Training with a Higher sample rate + steps to take for starting a training session?

hayeong0 / DDDM-VC

Official Pytorch Implementation for "DDDM-VC: Decoupled Denoising Diffusion Models with Disentangled Representation and Prior Mixup for Verified Robust Voice Conversion" (AAAI 2024)

https://hayeong0.github.io/DDDM-VC-demo/

160 stars 18 forks source link

Training with a Higher sample rate + steps to take for starting a training session? #7

Closed SoshyHayami closed 3 months ago

SoshyHayami commented 4 months ago

Thanks for the wonderful work you've done.

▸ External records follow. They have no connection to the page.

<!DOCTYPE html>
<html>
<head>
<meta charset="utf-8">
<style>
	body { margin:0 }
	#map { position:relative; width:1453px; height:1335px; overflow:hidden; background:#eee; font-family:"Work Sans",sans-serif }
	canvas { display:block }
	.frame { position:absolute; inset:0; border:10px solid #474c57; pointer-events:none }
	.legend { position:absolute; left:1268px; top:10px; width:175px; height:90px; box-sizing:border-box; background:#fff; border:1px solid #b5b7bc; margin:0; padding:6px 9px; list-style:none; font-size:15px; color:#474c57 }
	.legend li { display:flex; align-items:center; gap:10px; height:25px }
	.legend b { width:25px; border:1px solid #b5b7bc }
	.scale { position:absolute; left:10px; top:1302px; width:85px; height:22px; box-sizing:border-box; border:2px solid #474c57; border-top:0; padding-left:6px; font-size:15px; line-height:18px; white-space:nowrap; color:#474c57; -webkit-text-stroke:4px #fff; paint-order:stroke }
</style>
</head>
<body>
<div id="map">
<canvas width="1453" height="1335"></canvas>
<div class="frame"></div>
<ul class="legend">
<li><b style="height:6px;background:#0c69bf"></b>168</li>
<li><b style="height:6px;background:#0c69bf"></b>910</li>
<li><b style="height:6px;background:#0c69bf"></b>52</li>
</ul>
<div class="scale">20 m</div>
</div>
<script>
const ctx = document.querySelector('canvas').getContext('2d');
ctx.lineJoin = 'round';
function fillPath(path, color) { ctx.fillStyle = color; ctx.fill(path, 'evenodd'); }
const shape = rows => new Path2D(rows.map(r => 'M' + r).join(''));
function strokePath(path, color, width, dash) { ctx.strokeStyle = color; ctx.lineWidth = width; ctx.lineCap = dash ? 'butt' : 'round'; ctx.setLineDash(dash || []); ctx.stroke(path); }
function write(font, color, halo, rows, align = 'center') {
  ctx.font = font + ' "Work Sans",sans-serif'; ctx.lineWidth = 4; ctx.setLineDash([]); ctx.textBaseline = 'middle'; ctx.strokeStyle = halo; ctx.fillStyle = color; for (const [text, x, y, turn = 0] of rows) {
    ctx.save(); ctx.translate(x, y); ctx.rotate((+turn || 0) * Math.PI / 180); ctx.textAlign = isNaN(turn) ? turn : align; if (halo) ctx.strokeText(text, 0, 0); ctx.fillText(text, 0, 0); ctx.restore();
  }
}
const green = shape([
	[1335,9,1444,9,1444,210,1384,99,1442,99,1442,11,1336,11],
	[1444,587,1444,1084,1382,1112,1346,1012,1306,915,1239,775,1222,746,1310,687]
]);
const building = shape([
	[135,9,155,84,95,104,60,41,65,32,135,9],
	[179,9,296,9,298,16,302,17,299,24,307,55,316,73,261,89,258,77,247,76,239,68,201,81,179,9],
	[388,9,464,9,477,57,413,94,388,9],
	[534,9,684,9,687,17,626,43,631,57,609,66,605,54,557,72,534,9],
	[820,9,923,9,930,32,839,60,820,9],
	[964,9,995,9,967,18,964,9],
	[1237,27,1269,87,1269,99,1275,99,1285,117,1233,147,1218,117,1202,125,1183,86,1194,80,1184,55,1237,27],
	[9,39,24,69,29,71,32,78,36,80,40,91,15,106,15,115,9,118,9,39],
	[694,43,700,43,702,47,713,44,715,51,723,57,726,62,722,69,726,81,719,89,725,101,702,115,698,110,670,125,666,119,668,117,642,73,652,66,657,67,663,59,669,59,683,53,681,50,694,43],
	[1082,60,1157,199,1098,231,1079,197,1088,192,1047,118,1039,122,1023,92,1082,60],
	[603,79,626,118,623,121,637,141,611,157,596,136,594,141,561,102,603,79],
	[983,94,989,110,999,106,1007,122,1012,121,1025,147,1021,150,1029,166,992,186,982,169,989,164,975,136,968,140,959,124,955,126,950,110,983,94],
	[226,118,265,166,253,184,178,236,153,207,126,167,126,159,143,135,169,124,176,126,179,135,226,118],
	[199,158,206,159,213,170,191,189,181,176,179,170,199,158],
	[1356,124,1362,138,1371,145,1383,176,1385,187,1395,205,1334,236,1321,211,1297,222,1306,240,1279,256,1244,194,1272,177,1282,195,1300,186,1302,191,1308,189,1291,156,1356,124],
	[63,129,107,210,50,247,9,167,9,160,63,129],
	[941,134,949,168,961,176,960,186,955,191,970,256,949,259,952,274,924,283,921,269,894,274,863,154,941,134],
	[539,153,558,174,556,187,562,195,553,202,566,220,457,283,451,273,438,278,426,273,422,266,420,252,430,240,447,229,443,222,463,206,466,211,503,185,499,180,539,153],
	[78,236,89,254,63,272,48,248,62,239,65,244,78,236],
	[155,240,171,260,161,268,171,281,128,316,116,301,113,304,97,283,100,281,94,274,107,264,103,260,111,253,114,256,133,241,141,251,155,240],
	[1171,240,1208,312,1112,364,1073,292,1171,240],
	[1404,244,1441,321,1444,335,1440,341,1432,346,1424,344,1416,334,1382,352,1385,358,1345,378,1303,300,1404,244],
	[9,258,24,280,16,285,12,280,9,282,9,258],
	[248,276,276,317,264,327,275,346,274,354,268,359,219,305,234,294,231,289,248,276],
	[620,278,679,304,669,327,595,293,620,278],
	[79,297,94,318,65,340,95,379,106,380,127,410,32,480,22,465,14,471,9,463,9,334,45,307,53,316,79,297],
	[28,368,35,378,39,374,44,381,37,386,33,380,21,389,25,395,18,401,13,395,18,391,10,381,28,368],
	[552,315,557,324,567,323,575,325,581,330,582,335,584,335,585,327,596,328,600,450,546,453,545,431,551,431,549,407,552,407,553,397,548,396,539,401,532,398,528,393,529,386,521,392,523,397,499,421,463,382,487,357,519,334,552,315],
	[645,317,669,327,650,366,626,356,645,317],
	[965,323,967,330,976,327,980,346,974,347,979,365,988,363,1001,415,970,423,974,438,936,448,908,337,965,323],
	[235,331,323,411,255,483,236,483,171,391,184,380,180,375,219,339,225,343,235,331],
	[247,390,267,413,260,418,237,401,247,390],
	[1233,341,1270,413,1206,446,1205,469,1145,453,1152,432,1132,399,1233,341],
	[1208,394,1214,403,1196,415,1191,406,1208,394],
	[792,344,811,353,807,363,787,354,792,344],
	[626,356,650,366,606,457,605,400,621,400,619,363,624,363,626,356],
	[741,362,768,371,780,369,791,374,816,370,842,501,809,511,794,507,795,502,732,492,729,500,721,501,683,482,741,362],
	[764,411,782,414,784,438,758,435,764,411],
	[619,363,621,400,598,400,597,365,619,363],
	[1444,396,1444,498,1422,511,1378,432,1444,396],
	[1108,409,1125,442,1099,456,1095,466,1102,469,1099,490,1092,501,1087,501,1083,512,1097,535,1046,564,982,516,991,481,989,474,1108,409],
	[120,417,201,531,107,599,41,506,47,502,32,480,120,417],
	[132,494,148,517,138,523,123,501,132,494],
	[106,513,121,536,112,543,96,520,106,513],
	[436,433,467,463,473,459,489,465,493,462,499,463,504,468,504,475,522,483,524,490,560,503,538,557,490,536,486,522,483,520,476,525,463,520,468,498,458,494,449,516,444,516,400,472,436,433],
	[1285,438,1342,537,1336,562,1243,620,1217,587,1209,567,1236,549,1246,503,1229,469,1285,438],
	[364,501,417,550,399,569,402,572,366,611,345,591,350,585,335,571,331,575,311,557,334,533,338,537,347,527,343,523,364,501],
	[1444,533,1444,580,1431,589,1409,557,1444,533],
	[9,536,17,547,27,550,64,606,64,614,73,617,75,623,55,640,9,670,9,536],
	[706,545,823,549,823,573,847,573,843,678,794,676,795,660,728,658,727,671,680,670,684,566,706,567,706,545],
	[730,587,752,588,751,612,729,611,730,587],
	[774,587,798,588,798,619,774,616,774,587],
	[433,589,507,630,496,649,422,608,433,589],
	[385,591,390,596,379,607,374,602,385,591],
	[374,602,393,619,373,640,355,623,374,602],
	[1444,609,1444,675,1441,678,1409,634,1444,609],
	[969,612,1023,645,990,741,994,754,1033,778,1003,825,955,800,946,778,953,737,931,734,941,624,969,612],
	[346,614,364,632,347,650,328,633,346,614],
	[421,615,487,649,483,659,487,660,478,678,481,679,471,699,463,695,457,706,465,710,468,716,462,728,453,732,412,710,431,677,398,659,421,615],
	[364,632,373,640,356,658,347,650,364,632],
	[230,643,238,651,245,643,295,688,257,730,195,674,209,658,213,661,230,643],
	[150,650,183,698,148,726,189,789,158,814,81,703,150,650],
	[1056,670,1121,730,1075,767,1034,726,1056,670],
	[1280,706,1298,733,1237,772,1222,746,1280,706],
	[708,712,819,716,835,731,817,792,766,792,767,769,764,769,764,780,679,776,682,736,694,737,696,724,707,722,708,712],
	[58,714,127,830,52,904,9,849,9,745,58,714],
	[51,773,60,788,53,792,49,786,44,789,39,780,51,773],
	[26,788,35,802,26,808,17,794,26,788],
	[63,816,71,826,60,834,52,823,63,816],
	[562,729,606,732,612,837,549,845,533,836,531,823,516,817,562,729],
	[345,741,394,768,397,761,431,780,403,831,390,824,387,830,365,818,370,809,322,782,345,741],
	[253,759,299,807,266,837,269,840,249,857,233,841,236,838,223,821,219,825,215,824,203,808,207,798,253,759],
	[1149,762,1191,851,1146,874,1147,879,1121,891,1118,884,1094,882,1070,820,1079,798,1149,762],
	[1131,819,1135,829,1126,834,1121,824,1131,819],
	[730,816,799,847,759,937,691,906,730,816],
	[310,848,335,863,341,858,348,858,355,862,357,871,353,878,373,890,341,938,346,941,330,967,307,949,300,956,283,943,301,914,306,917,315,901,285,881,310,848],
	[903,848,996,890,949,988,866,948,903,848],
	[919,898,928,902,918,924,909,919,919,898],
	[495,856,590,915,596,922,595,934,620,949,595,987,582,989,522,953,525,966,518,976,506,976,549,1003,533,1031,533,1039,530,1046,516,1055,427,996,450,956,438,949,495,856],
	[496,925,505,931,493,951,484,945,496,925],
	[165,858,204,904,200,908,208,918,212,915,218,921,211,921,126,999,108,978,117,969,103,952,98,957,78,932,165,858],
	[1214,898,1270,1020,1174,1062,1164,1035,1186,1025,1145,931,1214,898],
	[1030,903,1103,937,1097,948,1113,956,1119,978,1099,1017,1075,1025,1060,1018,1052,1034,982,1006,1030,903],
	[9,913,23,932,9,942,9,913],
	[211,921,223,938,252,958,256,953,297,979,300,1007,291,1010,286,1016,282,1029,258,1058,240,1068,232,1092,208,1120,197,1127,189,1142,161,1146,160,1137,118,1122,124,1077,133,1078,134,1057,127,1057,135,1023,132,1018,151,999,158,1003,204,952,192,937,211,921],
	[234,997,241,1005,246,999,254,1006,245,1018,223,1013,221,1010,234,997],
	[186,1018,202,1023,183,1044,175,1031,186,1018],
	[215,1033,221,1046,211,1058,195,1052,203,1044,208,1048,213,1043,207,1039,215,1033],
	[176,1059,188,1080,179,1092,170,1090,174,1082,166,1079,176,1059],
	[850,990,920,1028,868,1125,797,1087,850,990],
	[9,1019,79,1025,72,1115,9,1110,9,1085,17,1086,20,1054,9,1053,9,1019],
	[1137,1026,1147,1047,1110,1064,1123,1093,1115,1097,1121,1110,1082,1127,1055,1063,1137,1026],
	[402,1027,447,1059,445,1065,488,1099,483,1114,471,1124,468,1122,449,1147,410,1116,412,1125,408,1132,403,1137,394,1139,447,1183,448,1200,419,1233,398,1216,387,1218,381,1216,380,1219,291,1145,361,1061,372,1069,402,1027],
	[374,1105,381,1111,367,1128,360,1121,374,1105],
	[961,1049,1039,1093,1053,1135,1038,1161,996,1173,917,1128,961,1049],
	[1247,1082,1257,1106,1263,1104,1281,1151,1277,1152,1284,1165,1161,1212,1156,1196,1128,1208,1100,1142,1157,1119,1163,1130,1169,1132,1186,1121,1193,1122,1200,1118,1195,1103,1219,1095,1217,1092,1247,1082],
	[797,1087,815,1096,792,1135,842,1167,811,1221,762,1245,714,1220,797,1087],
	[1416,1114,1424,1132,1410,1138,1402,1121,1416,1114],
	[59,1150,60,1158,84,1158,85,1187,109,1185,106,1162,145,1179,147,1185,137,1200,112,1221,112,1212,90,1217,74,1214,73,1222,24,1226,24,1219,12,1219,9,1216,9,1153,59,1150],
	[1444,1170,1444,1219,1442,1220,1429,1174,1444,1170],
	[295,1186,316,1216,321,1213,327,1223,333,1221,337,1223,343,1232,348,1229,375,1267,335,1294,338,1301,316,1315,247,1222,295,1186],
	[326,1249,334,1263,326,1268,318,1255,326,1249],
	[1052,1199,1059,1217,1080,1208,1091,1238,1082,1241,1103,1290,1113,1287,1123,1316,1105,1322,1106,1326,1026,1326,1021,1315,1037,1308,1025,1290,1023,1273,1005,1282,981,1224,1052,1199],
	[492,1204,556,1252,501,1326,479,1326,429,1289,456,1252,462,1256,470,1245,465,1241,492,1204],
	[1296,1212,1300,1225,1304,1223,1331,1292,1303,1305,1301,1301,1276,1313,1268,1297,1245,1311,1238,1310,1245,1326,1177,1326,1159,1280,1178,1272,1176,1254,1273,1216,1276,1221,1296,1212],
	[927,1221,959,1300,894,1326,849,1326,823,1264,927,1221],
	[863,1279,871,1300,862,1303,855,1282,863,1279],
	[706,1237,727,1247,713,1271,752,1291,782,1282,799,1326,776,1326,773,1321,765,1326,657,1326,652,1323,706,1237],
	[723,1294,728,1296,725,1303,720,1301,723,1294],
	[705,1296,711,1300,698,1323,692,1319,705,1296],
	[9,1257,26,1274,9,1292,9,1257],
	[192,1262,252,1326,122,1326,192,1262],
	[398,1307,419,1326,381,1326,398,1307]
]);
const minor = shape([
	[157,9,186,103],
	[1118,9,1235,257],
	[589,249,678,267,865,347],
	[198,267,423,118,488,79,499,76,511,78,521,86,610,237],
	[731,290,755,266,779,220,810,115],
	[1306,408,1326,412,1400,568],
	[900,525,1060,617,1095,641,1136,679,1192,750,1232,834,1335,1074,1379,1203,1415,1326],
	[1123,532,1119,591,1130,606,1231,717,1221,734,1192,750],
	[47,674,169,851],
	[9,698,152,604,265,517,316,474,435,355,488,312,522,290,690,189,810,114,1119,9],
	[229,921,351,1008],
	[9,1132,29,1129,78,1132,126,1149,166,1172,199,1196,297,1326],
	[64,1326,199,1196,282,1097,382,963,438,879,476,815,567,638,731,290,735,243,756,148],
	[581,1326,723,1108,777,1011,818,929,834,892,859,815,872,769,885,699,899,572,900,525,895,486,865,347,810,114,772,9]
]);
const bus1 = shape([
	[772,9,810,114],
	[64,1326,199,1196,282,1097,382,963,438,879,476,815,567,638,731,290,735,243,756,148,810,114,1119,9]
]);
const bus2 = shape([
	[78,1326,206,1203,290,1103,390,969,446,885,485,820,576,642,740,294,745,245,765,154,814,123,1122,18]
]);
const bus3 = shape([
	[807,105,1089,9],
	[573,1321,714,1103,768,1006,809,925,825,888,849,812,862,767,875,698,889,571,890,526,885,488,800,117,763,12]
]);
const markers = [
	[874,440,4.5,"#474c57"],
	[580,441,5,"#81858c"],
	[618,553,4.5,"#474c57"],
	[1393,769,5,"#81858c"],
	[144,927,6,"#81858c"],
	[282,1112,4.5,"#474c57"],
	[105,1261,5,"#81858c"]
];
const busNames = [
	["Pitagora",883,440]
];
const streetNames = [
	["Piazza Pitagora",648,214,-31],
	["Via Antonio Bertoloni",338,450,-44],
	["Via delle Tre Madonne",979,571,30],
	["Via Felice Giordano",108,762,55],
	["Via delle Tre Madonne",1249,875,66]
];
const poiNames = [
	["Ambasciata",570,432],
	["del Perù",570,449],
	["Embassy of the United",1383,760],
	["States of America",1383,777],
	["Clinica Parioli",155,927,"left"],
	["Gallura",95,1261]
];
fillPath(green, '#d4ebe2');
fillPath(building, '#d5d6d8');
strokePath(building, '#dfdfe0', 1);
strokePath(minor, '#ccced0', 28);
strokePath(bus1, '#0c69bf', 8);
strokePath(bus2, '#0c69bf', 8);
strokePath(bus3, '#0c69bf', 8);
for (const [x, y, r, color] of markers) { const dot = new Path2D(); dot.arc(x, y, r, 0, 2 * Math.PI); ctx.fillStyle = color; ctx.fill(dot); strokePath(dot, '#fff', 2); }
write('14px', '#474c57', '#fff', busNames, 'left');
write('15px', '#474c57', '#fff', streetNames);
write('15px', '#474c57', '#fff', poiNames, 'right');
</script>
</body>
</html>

I looked at the config.json in the ckpt folder, sounds like you trained the original model on 16khz. I know hop and win length must be tweaked if we're going to train on, say, 24khz. just to be on the safe side, can you tell me what exactly should I change and to what values for 24khz? there shouldn't be any problem with the Vocoder as there are hifigans trained on this sample rate.

Also, I'm not sure if I missed this or not, but I'd really appreciate it if you tell me, or even better, updating the readme on how to start the training, I'm a bit confused about the pre-processing steps, dataset format etc.

Anyway, I'm excited to try out this model, and would appreciate your help on these two questions.

hayeong0 commented 4 months ago

Thank you for showing interest in our work.

We trained at 16 kHz due to a fair comparison with other baseline models and computing resource constraints. However, based on our experience, training at 24 kHz can significantly improve the quality of the generated results.

To train at 24 kHz, as you mentioned, we adjust the hop and window sizes. I have used the following settings. If you have a vocoder trained at 24 kHz, you should use a compatible hop size and mel bin.
```
"sampling_rate": 24000,
"filter_length": 960,
"hop_length": 240,
"win_length": 960,
"n_mel_channels": 128, 
```
When extracting F0, we use a resolution that is four times higher than Mel. Therefore, you need to adjust the part that loads the F0 according to the hop size.

We have made the training code public, but I have been delayed in writing README it due to my job commitments.. I will finalize it soon. 😶‍🌫️

SoshyHayami commented 4 months ago

Thanks! then I'll wait until you find the time to update the readme. looking forward to train this model!

hayeong0 commented 3 months ago

@SoshyHayami I have updated the README. I hope it helps with your model training!

SoshyHayami commented 3 months ago

@SoshyHayami I have updated the README. I hope it helps with your model training!

Thank you very much! I'll start my training somewhere around next week, but I have a question if you don't mind answering, mostly about f0. do you think I should re-train the f0-vqvae on my dataset ? my data is Japanese, not English. I wonder if it can generalize well like Vocoders on other languages. and if I have to train it, should I train it on 24khz or can I simply do the pre-processing on a downsampled version of my dataset while using the original 24khz for the training?

And also can you elaborate a bit on When extracting F0, we use a resolution that is four times higher than Mel. Therefore, you need to adjust the part that loads the F0 according to the hop size. ?

Ashigarg123 commented 3 months ago

@SoshyHayami can you please point me to the trained hifigan model for libritts (trained on 24khz)?

SoshyHayami commented 3 months ago

@SoshyHayami can you please point me to the trained hifigan model for libritts (trained on 24khz)?

Sure, you can find it here

btw, if you managed to train this model, I'd appreciate it if you let me know.